## WHAT YOU ARE ASKED TO DO
Where does the string "lists" appear in the records? Copy every line that contains it.

## DATA SUPPLIED
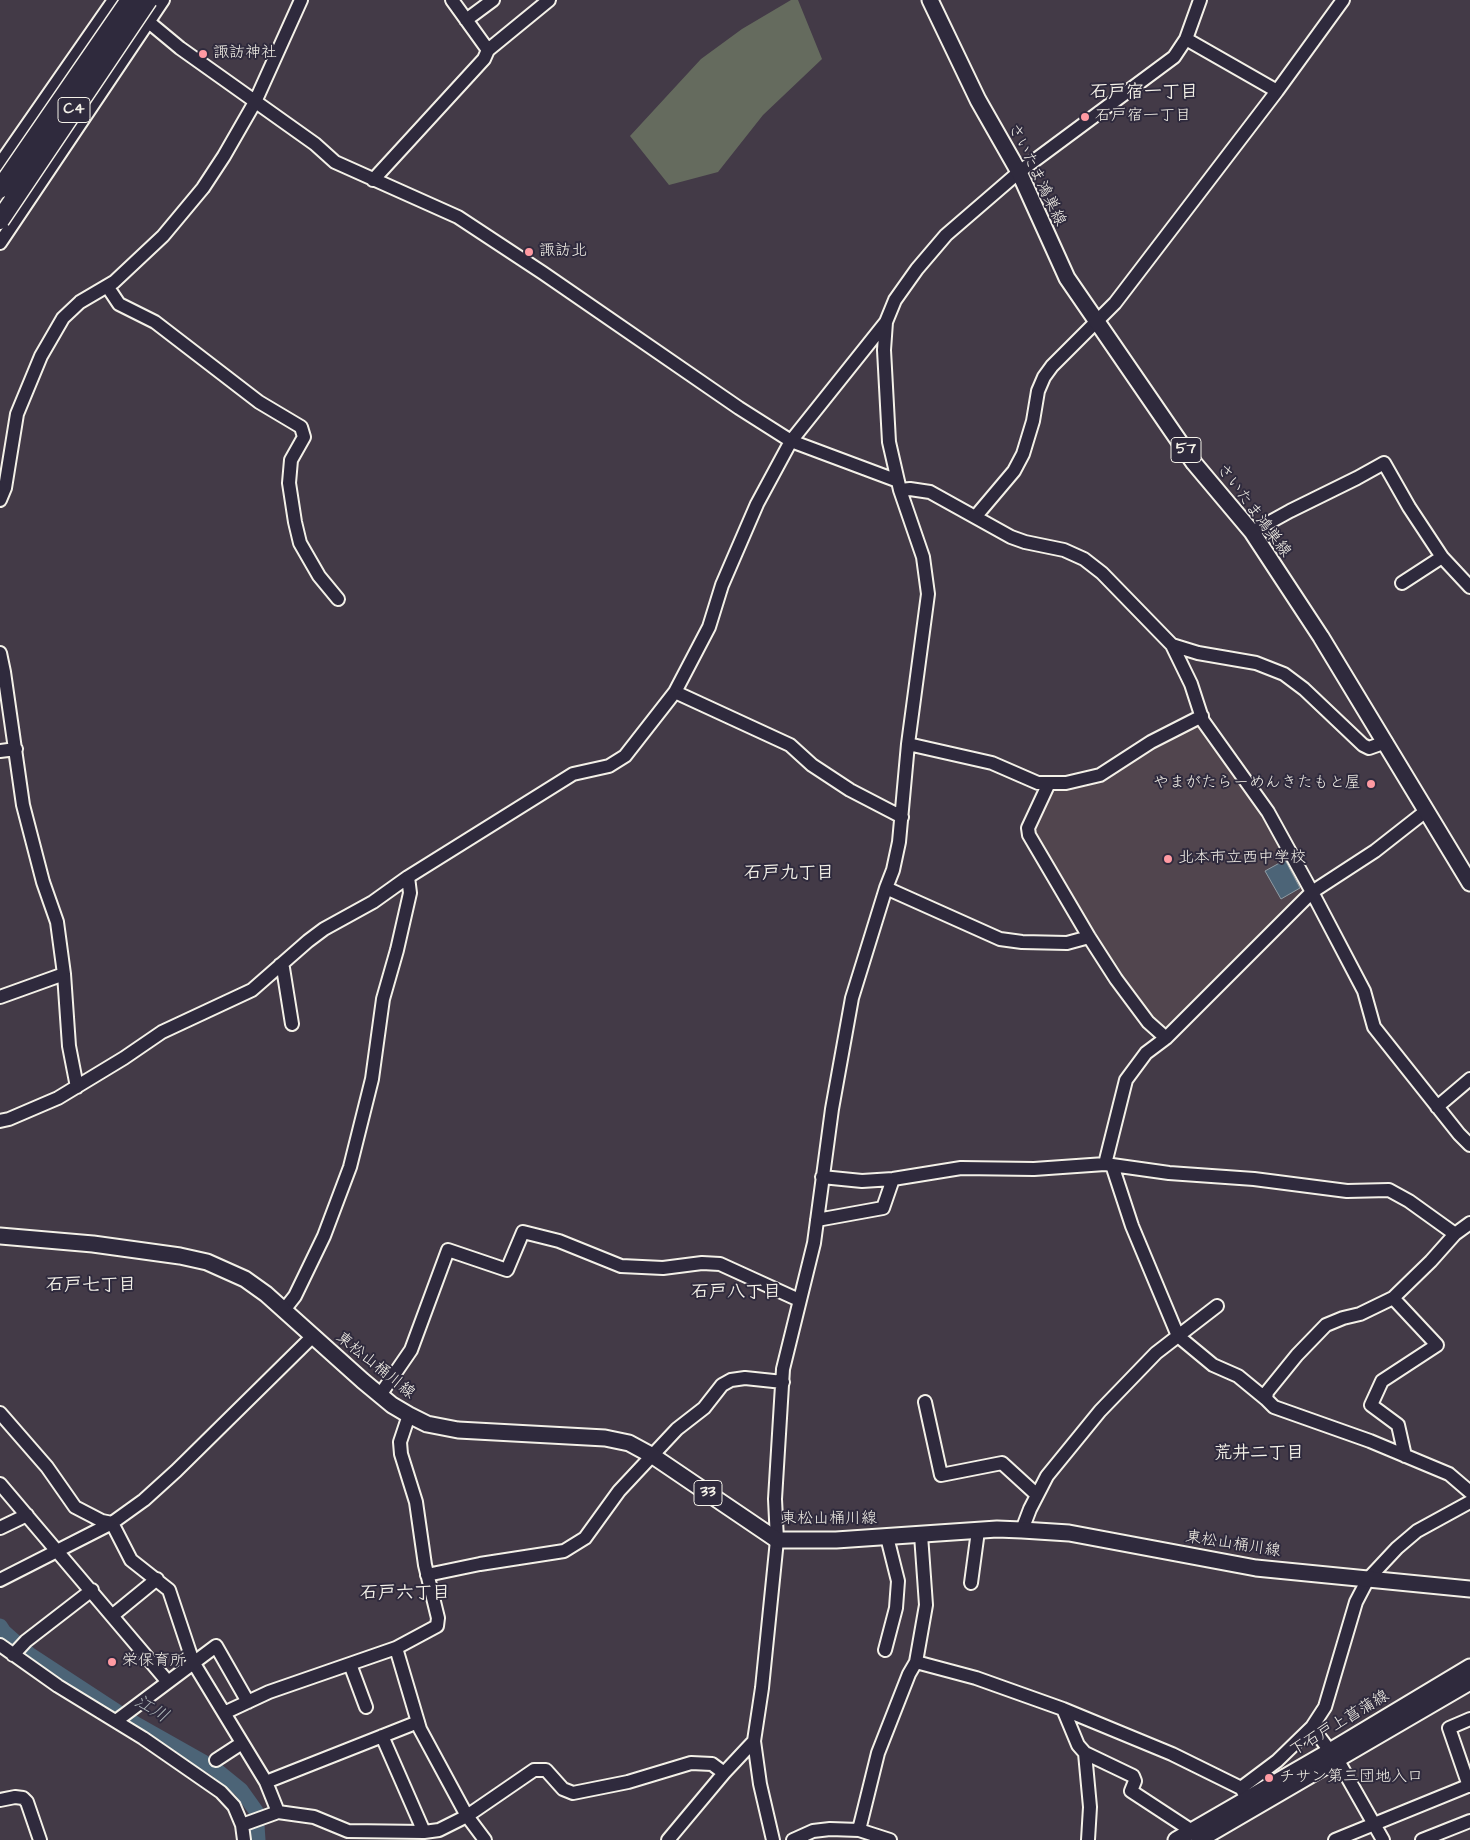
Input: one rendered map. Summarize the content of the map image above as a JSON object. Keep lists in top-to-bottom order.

--

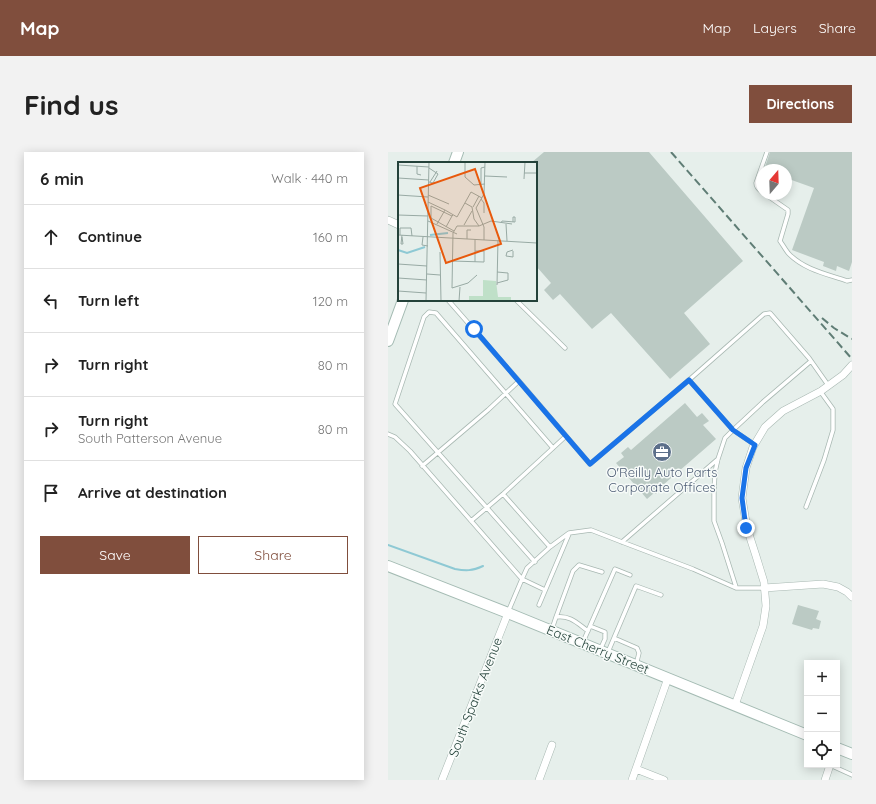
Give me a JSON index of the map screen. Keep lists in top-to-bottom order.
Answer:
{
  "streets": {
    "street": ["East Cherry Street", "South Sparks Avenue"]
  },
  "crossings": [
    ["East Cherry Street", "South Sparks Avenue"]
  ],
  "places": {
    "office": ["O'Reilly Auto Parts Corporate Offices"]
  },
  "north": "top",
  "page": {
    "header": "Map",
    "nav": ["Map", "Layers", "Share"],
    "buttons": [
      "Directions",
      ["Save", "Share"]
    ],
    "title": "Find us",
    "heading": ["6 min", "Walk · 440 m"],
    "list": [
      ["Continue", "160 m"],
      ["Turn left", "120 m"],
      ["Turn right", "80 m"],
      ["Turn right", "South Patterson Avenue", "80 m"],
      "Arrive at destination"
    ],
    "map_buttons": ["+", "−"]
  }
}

## TASK RESPONSE
Input: one rendered map. Summarize the content of the map image above as a JSON object. Keep lists in top-to-bottom order.
Give me a JSON index of the map screen. Keep lists in top-to-bottom order.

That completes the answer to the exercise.